The Growth of Tom Sawyer
Children as a whole have a propensity to rebel and cause mischief when they are younger, but this trait tends to disappear as they face challenges and begin to grow up. Mark Twain’s classic novel from 1876, The Adventures of Tom Sawyer, follows the title character through his many unusual exploits and displays his development into a more conscientious young man. This novel was partly written for the purpose of giving adults a look back at their youth, in an instructive manner; after all, Tom starts out as an immature boy, then begins to exhibit signs of entering adulthood as he faces increasingly challenging mental and physical circumstances. Although Twain initially establishes Tom as reckless and irresponsible, his development through his encounter at the graveyard and his experience on Jackson Island prove that children may behave immaturely but have a tendency to become more mature as they face hardships.
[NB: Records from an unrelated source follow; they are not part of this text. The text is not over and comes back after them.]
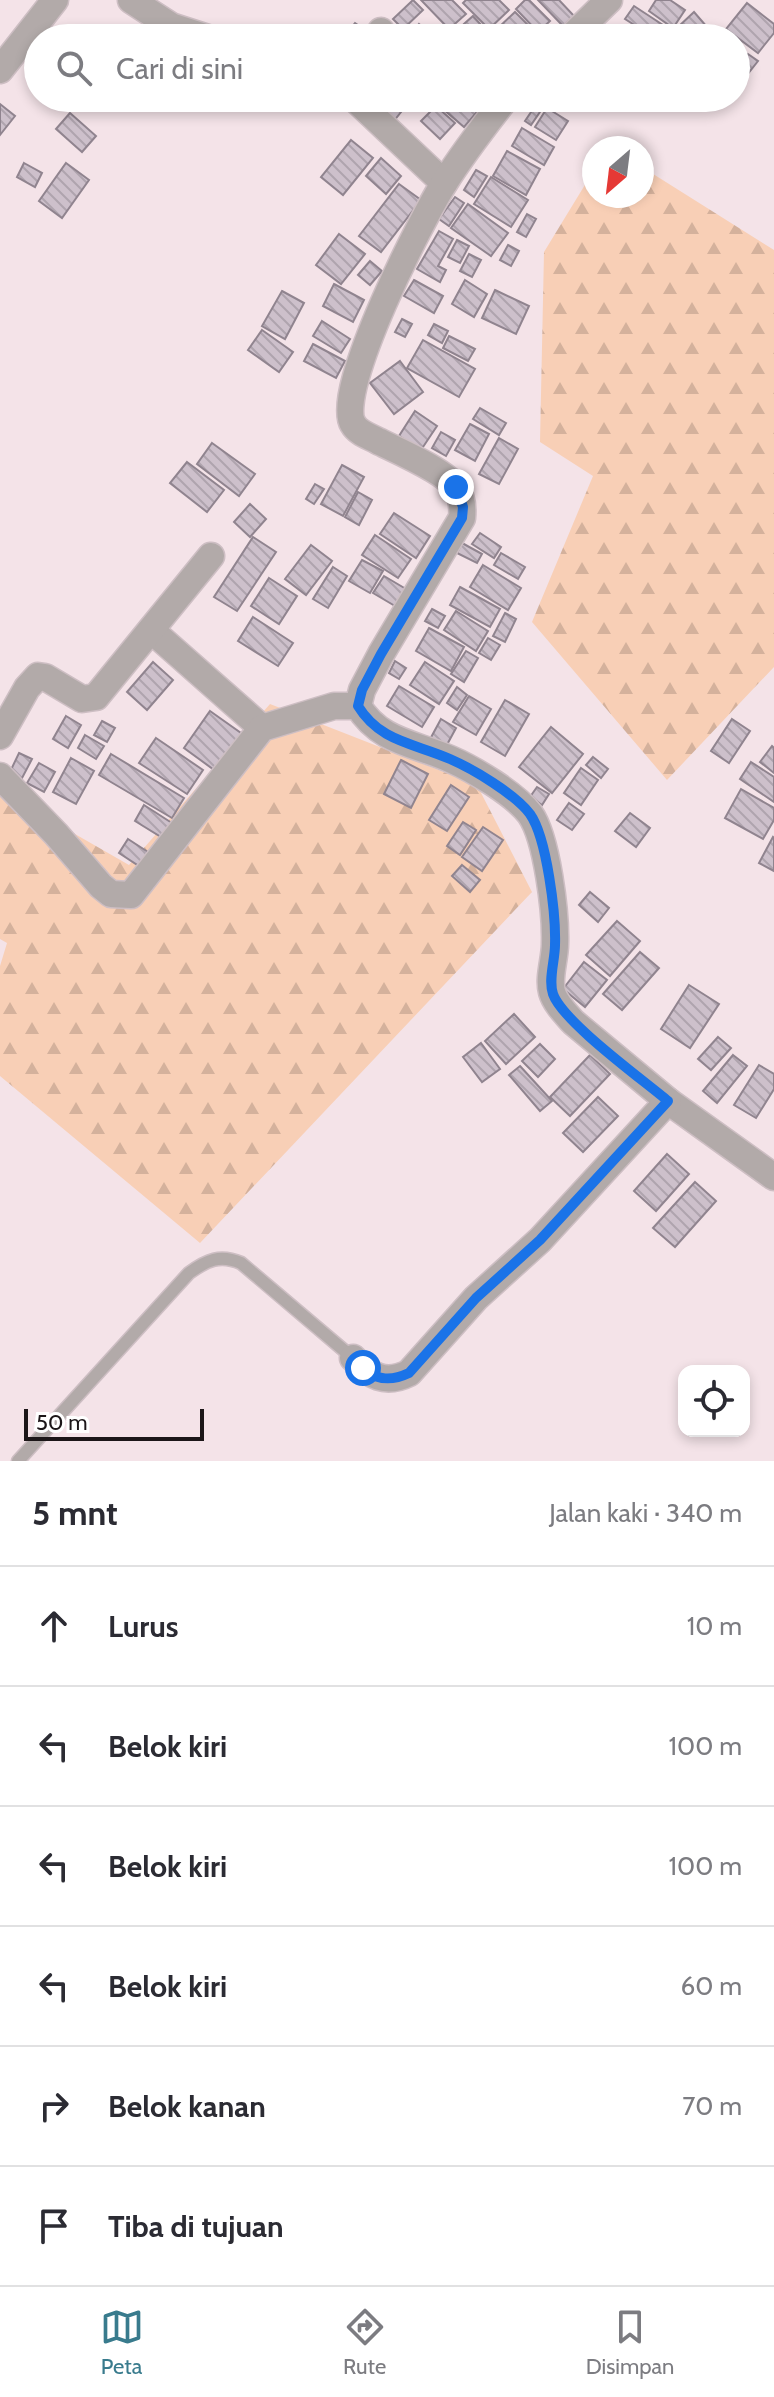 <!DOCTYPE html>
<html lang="id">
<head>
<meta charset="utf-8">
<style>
	:root { --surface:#fff; --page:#f2f2f3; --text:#2b2b33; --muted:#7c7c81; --line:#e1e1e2; --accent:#397b8d }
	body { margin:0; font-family:Cabin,sans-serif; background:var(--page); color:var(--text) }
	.controls { position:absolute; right:24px; bottom:24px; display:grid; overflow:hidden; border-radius:16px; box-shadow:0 4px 12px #0003 }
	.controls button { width:72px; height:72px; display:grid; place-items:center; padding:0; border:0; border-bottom:2px solid var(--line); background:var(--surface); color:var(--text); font:40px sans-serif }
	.compass { position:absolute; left:582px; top:136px; width:72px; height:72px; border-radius:50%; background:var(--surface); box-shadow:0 4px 12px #0003; rotate:208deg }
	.scale { position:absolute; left:24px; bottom:20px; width:180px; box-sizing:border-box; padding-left:8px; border:4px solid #1c1618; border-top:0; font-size:22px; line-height:28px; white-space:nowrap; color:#1c1618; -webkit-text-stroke:6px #fff; paint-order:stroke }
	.stop { position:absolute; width:24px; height:24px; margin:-18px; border:6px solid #1a73e8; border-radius:50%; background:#fff }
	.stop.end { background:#1a73e8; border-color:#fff; box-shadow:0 2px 8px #0008 }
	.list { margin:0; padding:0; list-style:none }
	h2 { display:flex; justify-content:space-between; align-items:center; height:104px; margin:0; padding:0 32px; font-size:34px }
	h2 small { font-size:26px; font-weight:400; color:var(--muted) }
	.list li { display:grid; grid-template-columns:52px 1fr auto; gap:24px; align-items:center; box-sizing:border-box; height:120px; padding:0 32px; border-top:2px solid var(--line) }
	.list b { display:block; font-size:30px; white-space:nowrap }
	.list em { font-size:26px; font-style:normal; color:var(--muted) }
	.icon { flex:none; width:44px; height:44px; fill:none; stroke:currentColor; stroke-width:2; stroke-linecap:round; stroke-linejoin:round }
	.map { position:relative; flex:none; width:774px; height:1461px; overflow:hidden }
	.search { position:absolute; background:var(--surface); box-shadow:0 4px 12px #0003; left:24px; right:24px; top:24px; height:88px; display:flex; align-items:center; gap:20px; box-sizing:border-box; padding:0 28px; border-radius:44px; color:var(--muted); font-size:30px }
	.sheet { height:824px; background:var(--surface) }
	nav { display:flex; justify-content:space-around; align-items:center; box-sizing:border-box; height:112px; border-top:2px solid var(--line); background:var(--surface); font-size:22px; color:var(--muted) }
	nav a { display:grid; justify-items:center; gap:4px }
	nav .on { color:var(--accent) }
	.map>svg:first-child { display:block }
	.forest { fill:url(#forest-firs) }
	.building { fill:url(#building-back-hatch); stroke:#90848f; stroke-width:2 }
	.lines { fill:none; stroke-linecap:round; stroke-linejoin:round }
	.lane-casing { stroke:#cdbec3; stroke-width:15 }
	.street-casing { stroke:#cdbec3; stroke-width:29 }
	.lane { stroke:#b2aaa9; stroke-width:12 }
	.street { stroke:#b2aaa9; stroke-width:26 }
	.route { stroke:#1a73e8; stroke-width:10 }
</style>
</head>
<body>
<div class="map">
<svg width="774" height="1461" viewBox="0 0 774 1461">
	<defs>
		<pattern id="forest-firs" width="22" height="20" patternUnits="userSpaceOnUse" patternTransform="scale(2)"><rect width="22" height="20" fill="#f8cfb6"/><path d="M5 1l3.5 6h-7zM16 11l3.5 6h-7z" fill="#d4b19c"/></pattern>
		<pattern id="building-back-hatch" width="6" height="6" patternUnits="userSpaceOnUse" patternTransform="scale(2)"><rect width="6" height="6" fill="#cdc0cb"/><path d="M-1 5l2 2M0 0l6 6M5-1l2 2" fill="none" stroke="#afa4ae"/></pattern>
	</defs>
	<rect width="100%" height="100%" fill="#f4e3e8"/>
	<g class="forest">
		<polygon points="642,167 774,250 774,667 667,780 532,622 593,476 540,442 544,252 594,170 594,196 642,196"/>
		<polygon points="270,704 477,785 532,892 200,1243 0,1076 0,966 7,943 0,939 0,791 129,865"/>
	</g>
	<g class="building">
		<polygon points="413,0 423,10 403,29 393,19"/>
		<polygon points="421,0 452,0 466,14 449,29"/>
		<polygon points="466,0 499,0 509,10 489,29 463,3"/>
		<polygon points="525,0 529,0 550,21 538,32 516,9"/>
		<polygon points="538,0 559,0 574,16 563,26"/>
		<polygon points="656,0 670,0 685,10 673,28 649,11"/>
		<polygon points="747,3 774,24 774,33 758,53 726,29"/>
		<polygon points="634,6 663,25 655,38 625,19"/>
		<polygon points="515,12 535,32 529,38 506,38 497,29"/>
		<polygon points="694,12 707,27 696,38 689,38 678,27"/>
		<polygon points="473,16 483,27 473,36 464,24"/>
		<polygon points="355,23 368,32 363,38 343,38"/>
		<polygon points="419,24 437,38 408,38"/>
		<polygon points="748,54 758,61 743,80 736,74 736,69"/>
		<polygon points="363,98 404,98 409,102 393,122"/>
		<polygon points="442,98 475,98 483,105 464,127 437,104"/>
		<polygon points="538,102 544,106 531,125 525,121"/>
		<polygon points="0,104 15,116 0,135"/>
		<polygon points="436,106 455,123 440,139 421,121"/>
		<polygon points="547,108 568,121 556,140 535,127"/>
		<polygon points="70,113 96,136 82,152 56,129"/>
		<polygon points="522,128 554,147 544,165 512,146"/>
		<polygon points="351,140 373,158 343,195 321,177"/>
		<polygon points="507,151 540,169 526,195 493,176"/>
		<polygon points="381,158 401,176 386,194 366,176"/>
		<polygon points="24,163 42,173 35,187 17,177"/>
		<polygon points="66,163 89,180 62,218 39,201"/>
		<polygon points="476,170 487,176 474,197 464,190"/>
		<polygon points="491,177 528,200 511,227 474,204"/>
		<polygon points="399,184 421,200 381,252 359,236"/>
		<polygon points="455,197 464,203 449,226 439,219"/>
		<polygon points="468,204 508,233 491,256 451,228"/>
		<polygon points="527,214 536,219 526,237 517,232"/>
		<polygon points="439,231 453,239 438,266 446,270 440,282 417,269"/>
		<polygon points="339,234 365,254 341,284 316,265"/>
		<polygon points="457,240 469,246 460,263 448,257"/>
		<polygon points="508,245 519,251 511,266 500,260"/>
		<polygon points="469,254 481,260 472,277 460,271"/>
		<polygon points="370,261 382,271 370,285 358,275"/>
		<polygon points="414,280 443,296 434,313 404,296"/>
		<polygon points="465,280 487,294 474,317 452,304"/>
		<polygon points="334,284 364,300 353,322 323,306"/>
		<polygon points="495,290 529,306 516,334 482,318"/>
		<polygon points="282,291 304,303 285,339 262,326"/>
		<polygon points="402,319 412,324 405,337 395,332"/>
		<polygon points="322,321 350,339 341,353 313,336"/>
		<polygon points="434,324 448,331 442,343 428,335"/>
		<polygon points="262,330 293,352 279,372 248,350"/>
		<polygon points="449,336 475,349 468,361 443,348"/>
		<polygon points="423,340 475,369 459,397 407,368"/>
		<polygon points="313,344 345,361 336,378 304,361"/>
		<polygon points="400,361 423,392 394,414 370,383"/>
		<polygon points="480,408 506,423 499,435 473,419"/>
		<polygon points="415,411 437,426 421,450 399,436"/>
		<polygon points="470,424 489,434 475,461 455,450"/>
		<polygon points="441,432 455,440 446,456 432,448"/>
		<polygon points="499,438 518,449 499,484 479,474"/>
		<polygon points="212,443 255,474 239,496 197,464"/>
		<polygon points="187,462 224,490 207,512 170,483"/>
		<polygon points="342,465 364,477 343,516 321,504"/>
		<polygon points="315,484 324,489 314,504 306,499"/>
		<polygon points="358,492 372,500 359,525 345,517"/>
		<polygon points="250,504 266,519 250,537 234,522"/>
		<polygon points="394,513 430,536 416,558 380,534"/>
		<polygon points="480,533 501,547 494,558 472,544"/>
		<polygon points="375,535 411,559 398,578 362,555"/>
		<polygon points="253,537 276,552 237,611 214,597"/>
		<polygon points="462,543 482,554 477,563 457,553"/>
		<polygon points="311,545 332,561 306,595 285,579"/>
		<polygon points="501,553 525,567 518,579 494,565"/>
		<polygon points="362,560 383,571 370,593 349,581"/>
		<polygon points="483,565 521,588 508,610 470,587"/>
		<polygon points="333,567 347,576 328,608 313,599"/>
		<polygon points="384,576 406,589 395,606 373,593"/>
		<polygon points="269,578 297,596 279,624 251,606"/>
		<polygon points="460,587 500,609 490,627 450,605"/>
		<polygon points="432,609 445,616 438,628 425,621"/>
		<polygon points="456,611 488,631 476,651 444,630"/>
		<polygon points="505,613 516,619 505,642 493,636"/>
		<polygon points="253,617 293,643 278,666 238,641"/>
		<polygon points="429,628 464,647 451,671 416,651"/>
		<polygon points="488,638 500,645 491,660 479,653"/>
		<polygon points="466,651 478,658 464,682 451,674"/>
		<polygon points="395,661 406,668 399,679 389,673"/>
		<polygon points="153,662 173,680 147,710 127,692"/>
		<polygon points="425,662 454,681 439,704 410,685"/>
		<polygon points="399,686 434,707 422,727 387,706"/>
		<polygon points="457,687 467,695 457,710 447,703"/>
		<polygon points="469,696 491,709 476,735 453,722"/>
		<polygon points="505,700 529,714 505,756 481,742"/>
		<polygon points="210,711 248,738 221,775 184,748"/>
		<polygon points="66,716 81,725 68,748 53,739"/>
		<polygon points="441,719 456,728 443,752 428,743"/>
		<polygon points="732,719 750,731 729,763 711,751"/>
		<polygon points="102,721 115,728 107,742 94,735"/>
		<polygon points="551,727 583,754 552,793 519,767"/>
		<polygon points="85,735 104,746 96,759 78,748"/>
		<polygon points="156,738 203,770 187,794 139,763"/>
		<polygon points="772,746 774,748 774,773 760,762"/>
		<polygon points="19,753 32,759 21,780 9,774"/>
		<polygon points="111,754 184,798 172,818 99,775"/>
		<polygon points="593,757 608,769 601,778 586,765"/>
		<polygon points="71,758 94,771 76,804 53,792"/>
		<polygon points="401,760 428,774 411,808 384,794"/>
		<polygon points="751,762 774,777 774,802 740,779"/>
		<polygon points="39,763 55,772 44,792 27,783"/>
		<polygon points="581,768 598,780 581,805 564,793"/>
		<polygon points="451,785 469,797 447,831 429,820"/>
		<polygon points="537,787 549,794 542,805 530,797"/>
		<polygon points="741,789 774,808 774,820 763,839 725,818"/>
		<polygon points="569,803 584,814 572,830 557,820"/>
		<polygon points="144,805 175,825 166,840 135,821"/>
		<polygon points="630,813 650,828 636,847 615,831"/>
		<polygon points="463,822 476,830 460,855 447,846"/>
		<polygon points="483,827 503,840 482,871 462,857"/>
		<polygon points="773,837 774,838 774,871 759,863"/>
		<polygon points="128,839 148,852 139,866 119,853"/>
		<polygon points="462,865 480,880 470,892 452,876"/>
		<polygon points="590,892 609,908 598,922 579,905"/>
		<polygon points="617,921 640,941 610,976 586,955"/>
		<polygon points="640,952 659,968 622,1010 603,994"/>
		<polygon points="584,962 607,980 585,1007 563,989"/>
		<polygon points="689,985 719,1004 690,1048 661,1029"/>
		<polygon points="514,1014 535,1037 506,1064 485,1041"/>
		<polygon points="718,1037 731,1048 711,1070 698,1059"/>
		<polygon points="481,1043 500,1069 482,1082 463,1057"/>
		<polygon points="540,1044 555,1059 538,1077 522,1061"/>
		<polygon points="590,1055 610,1074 570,1116 550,1097"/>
		<polygon points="733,1055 747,1066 717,1103 703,1091"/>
		<polygon points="759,1065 774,1074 774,1089 756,1118 734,1105"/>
		<polygon points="520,1066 552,1101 540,1111 509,1075"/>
		<polygon points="598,1097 618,1116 583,1152 563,1133"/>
		<polygon points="667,1154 689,1174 656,1211 634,1191"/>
		<polygon points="695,1182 716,1201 675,1247 653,1228"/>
	</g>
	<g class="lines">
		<g class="lane-casing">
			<path id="lane" d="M18,1461L189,1273C207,1260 220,1254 241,1263L353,1358"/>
		</g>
		<g class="street-casing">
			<g id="street">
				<polyline points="131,0 171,26 208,38"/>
				<polyline points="377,38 381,31"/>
				<polyline points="570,38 609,0"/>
				<polyline points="0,70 55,0"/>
				<polyline points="354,98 444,183"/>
				<path d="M506,98C485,125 463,153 445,182C423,216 333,392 353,424C358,433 369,436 378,441C396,450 447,472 456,488C462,497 463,508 462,518L381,654L362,690L358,706C380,742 414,743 450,759C473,769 515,794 530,814C547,838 556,913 555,944C555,959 548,978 552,992C555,1003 566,1014 573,1022L668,1101L774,1177"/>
				<polyline points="151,630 262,728"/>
				<polyline points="0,736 27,688 38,676 45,677 82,699 96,697 211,556"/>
				<polyline points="0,776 56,834 101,886 111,894 131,895 262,728 334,706 358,706"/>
				<path d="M353,1358C370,1376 385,1385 409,1373L476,1298L540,1240L668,1101"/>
			</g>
		</g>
		<use href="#lane" class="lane"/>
		<use href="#street" class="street"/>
	</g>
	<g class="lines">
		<path class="route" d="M363,1368C377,1381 392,1381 409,1373L476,1298L540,1240L668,1101C642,1079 563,1022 553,994C548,980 555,960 555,945C556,915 547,838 530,814C515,794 473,769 450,759C414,743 380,742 358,706L362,690L381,654L462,518L463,507L456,487"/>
	</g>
</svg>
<div class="controls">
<button><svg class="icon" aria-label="locate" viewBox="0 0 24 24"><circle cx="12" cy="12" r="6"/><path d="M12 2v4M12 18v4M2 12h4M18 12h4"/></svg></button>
</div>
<svg class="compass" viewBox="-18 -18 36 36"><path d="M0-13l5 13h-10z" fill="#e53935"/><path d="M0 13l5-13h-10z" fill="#7c7c81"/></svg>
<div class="scale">50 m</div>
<div class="stop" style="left:363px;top:1368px"></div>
<div class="stop end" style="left:456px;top:487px"></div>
<div class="search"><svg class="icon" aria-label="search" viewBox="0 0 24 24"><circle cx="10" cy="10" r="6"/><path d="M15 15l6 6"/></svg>Cari di sini</div>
</div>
<section class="sheet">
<h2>5 mnt<small>Jalan kaki · 340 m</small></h2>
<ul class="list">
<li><svg class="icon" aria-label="ahead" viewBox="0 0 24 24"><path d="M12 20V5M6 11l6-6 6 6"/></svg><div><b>Lurus</b></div><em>10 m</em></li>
<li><svg class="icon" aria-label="left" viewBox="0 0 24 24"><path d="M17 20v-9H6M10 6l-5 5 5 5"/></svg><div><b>Belok kiri</b></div><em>100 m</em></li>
<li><svg class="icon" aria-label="left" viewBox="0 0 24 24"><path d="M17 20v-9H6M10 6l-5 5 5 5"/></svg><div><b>Belok kiri</b></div><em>100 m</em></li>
<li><svg class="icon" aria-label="left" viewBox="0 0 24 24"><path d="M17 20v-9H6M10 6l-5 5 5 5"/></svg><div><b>Belok kiri</b></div><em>60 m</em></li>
<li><svg class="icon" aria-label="right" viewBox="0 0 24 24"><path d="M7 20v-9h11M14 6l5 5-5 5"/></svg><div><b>Belok kanan</b></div><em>70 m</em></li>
<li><svg class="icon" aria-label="arrive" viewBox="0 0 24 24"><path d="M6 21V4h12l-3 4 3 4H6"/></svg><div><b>Tiba di tujuan</b></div></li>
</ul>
</section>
<nav>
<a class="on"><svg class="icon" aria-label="map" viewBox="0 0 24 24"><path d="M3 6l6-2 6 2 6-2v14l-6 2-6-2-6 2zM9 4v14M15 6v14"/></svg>Peta</a>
<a><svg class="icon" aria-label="directions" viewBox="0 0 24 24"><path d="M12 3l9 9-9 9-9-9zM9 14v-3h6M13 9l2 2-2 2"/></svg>Rute</a>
<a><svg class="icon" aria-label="saved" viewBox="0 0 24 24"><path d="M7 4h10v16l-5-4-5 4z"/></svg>Disimpan</a>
</nav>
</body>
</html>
Tom’s growth was first displayed through the calamity he witnessed at the graveyard and his decision to step forward for the purpose of proving Muff Potter’s innocence. At first, Tom and Huck Finn essentially ignored the option of speaking out and saving Potter, because they “…wouldn’t be alive two days if that got found out” (133) Both of these boys were originally too scared for their well-being to speak out against Injun Joe and tell the truth. However, as the story progresses, Tom Sawyer displays growth in maturity and decision-making and begins to seriously consider that option. Additionally, Tom’s fear of Injun Joe and for his life prevented him from speaking once on the stand, but “… the boy got … his strength back, and managed to put enough of it into his voice to make part of the house hear…” (137). Tom’s decision to make the moral choice and to put his life on the line to save Muff Potter’s was a noble one. This decision was mainly caused by the internal struggle he went through before Muff Potter’s trial, proving that hardships are what mature children.
Moreover, after his rough encounter with Becky, Tom Sawyer impulsively makes the decision to leave with his friends Joe Harper and Huckleberry Finn to Jackson Island. In the beginning of their stay, Joe brings up the idea of going back to civilization, but “Tom withered him with derision… Mutiny was effectually laid to rest for the moment” (92). At first, he is too concerned with enjoying his freedom to realize how much pain he is causing his family. However, Tom changes his mind after giving the issue additional thought, and visits them for the purpose of putting their minds at ease. Not only that, but he later justified his actions to Aunt Polly, stating that he came back “…to tell you [Aunt Polly] not to be uneasy about us, because we hadn’t got drownded” (117). His explanation is received well by his aunt, who is pleasantly shocked by his considerate thoughts, saying that this thoughtfulness would cover up a number of sins. The challenges he faced during his stay on the island and after he returned to civilization helped him develop his decision-making skills.
Tom explores a further adventure, with only Huckleberry Finn this time, gaining more valuable lessons as a result. Tom and Huck are trying to find buried treasures while acting as pirates near a haunted house, but cannot proceed due to their own beliefs that “sometimes witches [would] interfere [along with]…dead people [and]…ghosts…on an [unlucky] day,…Friday” (224,227,229). However, both of them are able to conquer their fears and move on with the adventure. Tom and Huck are no longer dependent children anymore, but instead have transformed into brave teenagers, able to figure out the issues by themselves. During this adventure, Tom and Huck also ask each other what they are “going to do with [their own] share [of money]” (222). Neither had understood the value of money until that very moment. Tom and Huck discover that they must be able to manage and be responsible with their money, which will benefit them in the future.
Through the challenging decisions that Tom Sawyer makes, Mark Twain proves that maturity occurs gradually, and that any difficulties faced along the way accelerate the child’s growth. He displays this conception multiple times throughout the novel, but there are a few instances in which this theme is exemplified most noticeably. Sawyer learns through his challenges during the ordeal involving Muff Potter and Injun Joe, and struggles to make the right decision. Additionally, he makes a considerate, thoughtful choice after his experiences on Jackson Island. Although at first Tom Sawyer makes immature decisions, he takes immense leaps in maturity throughout the novel, acquiring characteristics crucial to his future on the way.